## Input
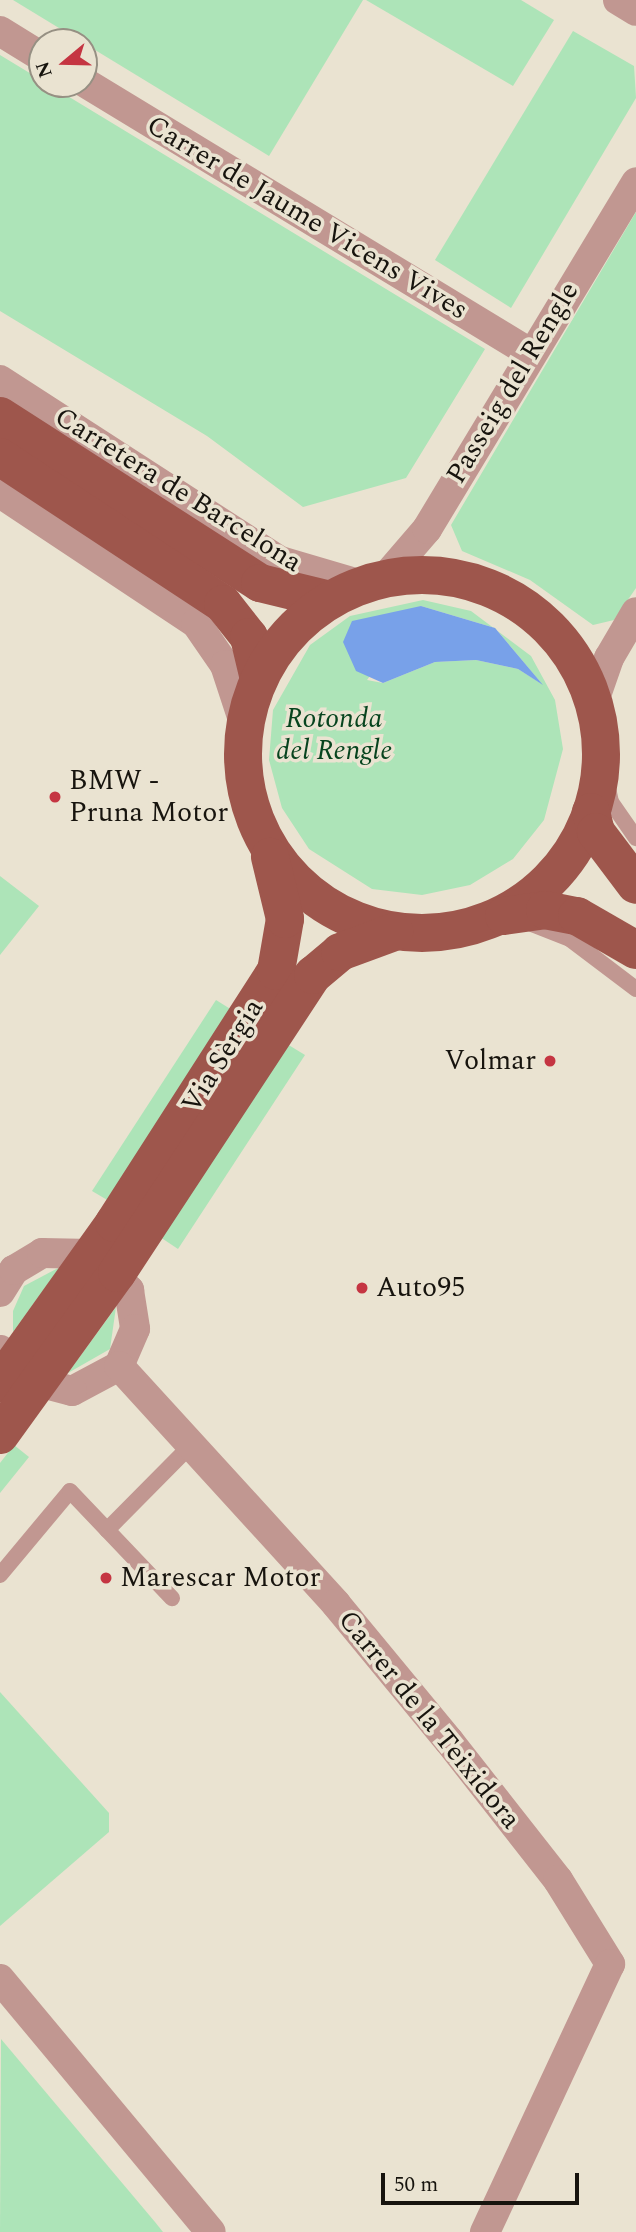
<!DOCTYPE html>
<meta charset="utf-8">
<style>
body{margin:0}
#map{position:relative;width:636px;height:2232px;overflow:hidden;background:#eae3d1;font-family:Spectral,serif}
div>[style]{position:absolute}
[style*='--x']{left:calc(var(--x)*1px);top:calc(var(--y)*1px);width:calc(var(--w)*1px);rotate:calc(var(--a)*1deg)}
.green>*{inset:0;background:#ade4b8}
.water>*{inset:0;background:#78a1e9}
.service>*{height:16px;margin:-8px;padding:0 8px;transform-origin:8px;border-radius:8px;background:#c19791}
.minor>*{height:30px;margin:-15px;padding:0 15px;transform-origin:15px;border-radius:15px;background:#c19791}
.primary>*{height:38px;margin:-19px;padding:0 19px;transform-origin:19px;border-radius:19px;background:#9e564c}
.primary>.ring{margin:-19px;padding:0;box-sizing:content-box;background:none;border:38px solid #9e564c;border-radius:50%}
.dots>*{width:19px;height:19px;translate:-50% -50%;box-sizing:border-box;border:4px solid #eae3d1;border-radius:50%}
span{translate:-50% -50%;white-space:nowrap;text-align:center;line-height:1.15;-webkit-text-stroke:7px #eae3d1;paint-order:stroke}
.street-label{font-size:28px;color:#17140e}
.park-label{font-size:28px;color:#07441e;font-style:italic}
.poi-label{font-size:28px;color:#17140e}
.left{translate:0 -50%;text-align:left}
.right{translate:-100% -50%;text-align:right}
.north{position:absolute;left:28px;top:28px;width:70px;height:70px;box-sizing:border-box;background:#eae3d1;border:2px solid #969083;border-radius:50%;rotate:251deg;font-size:19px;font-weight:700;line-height:28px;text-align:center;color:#17140e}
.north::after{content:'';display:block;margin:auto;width:24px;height:32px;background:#c53542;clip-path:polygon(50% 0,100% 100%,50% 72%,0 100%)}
.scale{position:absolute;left:381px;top:2173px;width:198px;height:32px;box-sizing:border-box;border:4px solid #17140e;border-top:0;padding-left:9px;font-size:21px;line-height:24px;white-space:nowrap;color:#17140e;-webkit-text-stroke:5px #eae3d1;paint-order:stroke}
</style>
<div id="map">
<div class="green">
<div style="clip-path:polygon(13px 0,363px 0,269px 156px)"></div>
<div style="clip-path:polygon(366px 0,521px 0,554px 20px,513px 86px)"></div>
<div style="clip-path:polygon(573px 31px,634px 66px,636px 98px,511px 308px,435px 260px)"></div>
<div style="clip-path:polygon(0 55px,485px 349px,406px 478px,303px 507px,207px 436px,0 311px)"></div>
<div style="clip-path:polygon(636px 212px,636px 588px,614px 620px,593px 625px,530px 580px,462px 551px,451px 525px)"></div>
<div style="clip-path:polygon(evenodd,423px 600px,471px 611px,531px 656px,555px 700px,563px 749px,544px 820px,513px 859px,470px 885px,422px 895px,372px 889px,309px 849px,282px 808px,269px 760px,273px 710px,310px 645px,350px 616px,423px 600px,421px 606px,495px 628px,542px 684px,518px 669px,476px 660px,435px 662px,383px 683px,367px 680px,421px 606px)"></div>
<div style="clip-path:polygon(0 876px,39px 906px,0 955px)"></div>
<div style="clip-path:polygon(216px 1000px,232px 1010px,109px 1201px,92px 1191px)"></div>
<div style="clip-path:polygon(287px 1044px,305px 1055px,178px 1249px,160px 1237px)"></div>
<div style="clip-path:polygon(60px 1267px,13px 1332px,13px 1311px,24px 1286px)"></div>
<div style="clip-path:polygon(116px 1307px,110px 1349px,68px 1373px)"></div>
<div style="clip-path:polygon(14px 1445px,29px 1457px,0 1493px,0 1463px)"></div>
<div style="clip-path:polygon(0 1692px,109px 1813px,109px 1832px,0 1926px)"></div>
<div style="clip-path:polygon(1px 2039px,155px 2222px,163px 2232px,0 2232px)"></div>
</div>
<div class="water">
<div style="clip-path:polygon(421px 606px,495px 628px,543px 685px,518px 669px,476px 660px,435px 662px,383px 683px,356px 671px,343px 642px,352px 621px)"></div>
</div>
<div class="service">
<div style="--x:600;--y:750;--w:53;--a:78.1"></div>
<div style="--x:611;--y:802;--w:44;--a:55.2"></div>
<div style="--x:532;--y:924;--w:41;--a:21.5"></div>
<div style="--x:570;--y:939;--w:83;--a:37.1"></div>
<div style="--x:107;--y:1530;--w:118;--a:-45.3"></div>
<div style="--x:0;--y:1575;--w:109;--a:-50.2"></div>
<div style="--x:70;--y:1491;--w:148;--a:46.4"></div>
</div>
<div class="minor">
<div style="--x:618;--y:0;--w:21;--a:31"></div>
<div style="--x:0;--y:31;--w:49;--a:31.8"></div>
<div style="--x:84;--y:82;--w:522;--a:31.28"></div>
<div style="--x:0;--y:380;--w:333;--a:32.9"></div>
<div style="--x:280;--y:561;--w:85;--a:16.3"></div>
<div style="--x:0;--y:493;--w:235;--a:33.6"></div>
<div style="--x:196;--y:623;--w:51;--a:55.4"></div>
<div style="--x:225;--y:665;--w:64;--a:71.8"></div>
<div style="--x:384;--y:579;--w:66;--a:-49.3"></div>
<div style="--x:427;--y:529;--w:405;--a:-58.9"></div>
<div style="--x:593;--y:704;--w:49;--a:-70.8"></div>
<div style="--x:609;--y:658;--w:53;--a:-59.6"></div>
<div style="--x:0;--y:1292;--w:26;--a:-58"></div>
<div style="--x:14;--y:1270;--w:33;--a:-31"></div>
<div style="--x:42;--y:1253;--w:50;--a:1.1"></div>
<div style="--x:92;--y:1254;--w:52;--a:44.2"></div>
<div style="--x:129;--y:1290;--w:39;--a:81"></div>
<div style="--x:135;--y:1329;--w:40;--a:113.4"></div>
<div style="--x:119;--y:1366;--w:53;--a:152"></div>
<div style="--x:72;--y:1391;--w:51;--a:-165.1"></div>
<div style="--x:23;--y:1378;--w:36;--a:-129"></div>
<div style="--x:119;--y:1366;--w:322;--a:47.6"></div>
<div style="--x:336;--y:1604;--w:178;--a:50.5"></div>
<div style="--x:449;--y:1741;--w:177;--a:51.9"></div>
<div style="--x:558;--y:1880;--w:99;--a:58.2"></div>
<div style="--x:610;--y:1964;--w:296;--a:115"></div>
<div style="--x:0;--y:1979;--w:329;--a:50.2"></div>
</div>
<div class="primary">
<div style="--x:0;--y:416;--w:309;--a:32.7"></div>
<div style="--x:260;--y:583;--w:72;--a:13.7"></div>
<div style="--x:0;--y:457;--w:267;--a:33.4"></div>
<div style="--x:223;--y:604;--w:42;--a:51.8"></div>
<div style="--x:249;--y:637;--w:43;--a:76.6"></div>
<div class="ring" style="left:243px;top:575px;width:320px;height:320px"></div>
<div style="--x:591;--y:812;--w:21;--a:76"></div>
<div style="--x:596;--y:832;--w:66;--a:53"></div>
<div style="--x:504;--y:916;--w:41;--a:-8.3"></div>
<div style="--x:545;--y:910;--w:33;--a:11"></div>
<div style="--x:577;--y:916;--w:68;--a:30"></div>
<div style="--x:0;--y:1383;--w:196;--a:-54.5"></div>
<div style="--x:114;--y:1223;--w:300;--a:-57.3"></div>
<div style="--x:276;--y:971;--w:53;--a:-80.2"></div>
<div style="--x:285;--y:919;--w:64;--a:-103.6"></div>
<div style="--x:0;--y:1435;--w:200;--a:-54.2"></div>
<div style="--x:117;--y:1273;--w:357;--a:-56.7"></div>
<div style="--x:313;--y:975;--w:35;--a:-40"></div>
<div style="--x:340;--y:952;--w:58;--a:-20.3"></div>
</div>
<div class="dots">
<div style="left:55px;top:797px;background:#c53542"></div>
<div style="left:550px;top:1061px;background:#c53542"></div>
<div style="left:362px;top:1288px;background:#c53542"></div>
<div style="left:106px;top:1578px;background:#c53542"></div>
</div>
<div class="street-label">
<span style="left:307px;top:218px;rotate:31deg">Carrer de Jaume Vicens Vives</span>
<span style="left:513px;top:383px;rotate:-59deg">Passeig del Rengle</span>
<span style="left:178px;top:490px;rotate:32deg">Carretera de Barcelona</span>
<span style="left:223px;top:1056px;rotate:-58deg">Via Sèrgia</span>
<span style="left:429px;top:1720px;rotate:51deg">Carrer de la Teixidora</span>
</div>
<div class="park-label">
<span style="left:334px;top:735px">Rotonda<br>del Rengle</span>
</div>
<div class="poi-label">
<span class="left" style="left:69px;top:797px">BMW -<br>Pruna Motor</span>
<span class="right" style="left:536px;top:1061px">Volmar</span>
<span class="left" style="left:376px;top:1288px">Auto95</span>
<span class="left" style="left:120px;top:1578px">Marescar Motor</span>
</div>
<div class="north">N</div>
<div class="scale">50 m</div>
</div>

## Your objective
Which lines in the data above hold the string "inset"? Show each one.

## Output
.green>*{inset:0;background:#ade4b8}
.water>*{inset:0;background:#78a1e9}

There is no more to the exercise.